Deep learning has been rapidly employed in many applications revolutionizing many industries, but it is known to be vulnerable to adversarial attacks. Such attacks pose a serious threat to deep learning-based systems compromising their integrity, reliability, and trust. Interpretable Deep Learning Systems (IDLSes) are designed to make the system more transparent and explainable, but they are also shown to be susceptible to attacks. In this work, we propose a novel microbial genetic algorithm-based black-box attack against IDLSes that requires no prior knowledge of the target model and its interpretation model. The proposed attack is a query-efficient approach that combines transfer-based and score-based methods, making it a powerful tool to unveil IDLS vulnerabilities. Our experiments of the attack show high attack success rates using adversarial examples with attribution maps that are highly similar to those of benign samples which makes it difficult to detect even by human analysts. Our results highlight the need for improved IDLS security to ensure their practical reliability.

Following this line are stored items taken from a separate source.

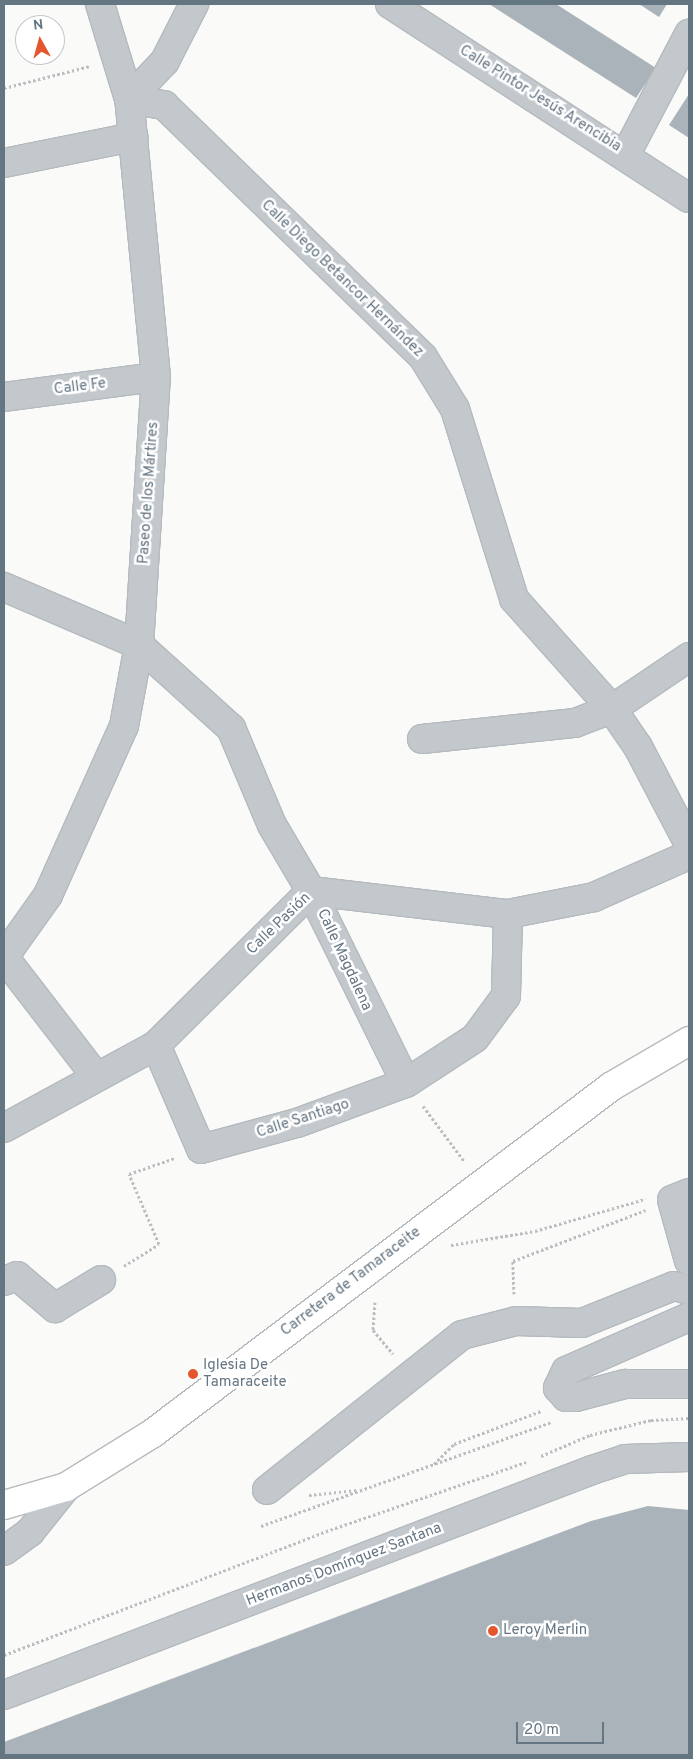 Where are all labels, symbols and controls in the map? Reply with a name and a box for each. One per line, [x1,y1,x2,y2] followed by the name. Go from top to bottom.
[15,15,65,65] north arrow
[32,17,44,35] text: N
[456,42,624,156] street label: Calle Pintor Jesús Arencibia
[257,197,427,361] street label: Calle Diego Betancor Hernández
[53,375,107,399] street label: Calle Fe
[135,421,163,565] street label: Paseo de los Mártires
[243,889,315,959] street label: Calle Pasión
[313,906,375,1014] street label: Calle Magdalena
[254,1096,352,1142] street label: Calle Santiago
[277,1223,425,1341] street label: Carretera de Tamaraceite
[203,1356,286,1391] place label: Iglesia De Tamaraceite
[187,1368,199,1380] marker: Iglesia De Tamaraceite
[244,1519,444,1611] street label: Hermanos Domínguez Santana
[503,1622,587,1640] place label: Leroy Merlin
[487,1625,499,1637] marker: Leroy Merlin
[518,1712,606,1744] scale bar
[524,1721,559,1740] text: 20 m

翻译：深度学习已迅速应用于众多领域并推动诸多行业变革，但众所周知其对对抗性攻击具有脆弱性。此类攻击严重威胁基于深度学习的系统，破坏其完整性、可靠性与可信度。可解释深度学习系统（IDLSes）旨在提升系统透明度与可解释性，但同样被证明易受攻击。本研究提出一种基于微生物遗传算法的新型黑盒攻击方法，针对IDLSes无需预先掌握目标模型及其解释模型的任何先验知识。该攻击结合了迁移型与得分型方法的查询高效技术，成为揭示IDLS漏洞的有力工具。实验表明，该攻击通过生成与良性样本归因图高度相似的对抗性样本，实现了高攻击成功率，即使人类分析师也难以察觉。研究结果强调，需提升IDLS安全性以保障其实践可靠性。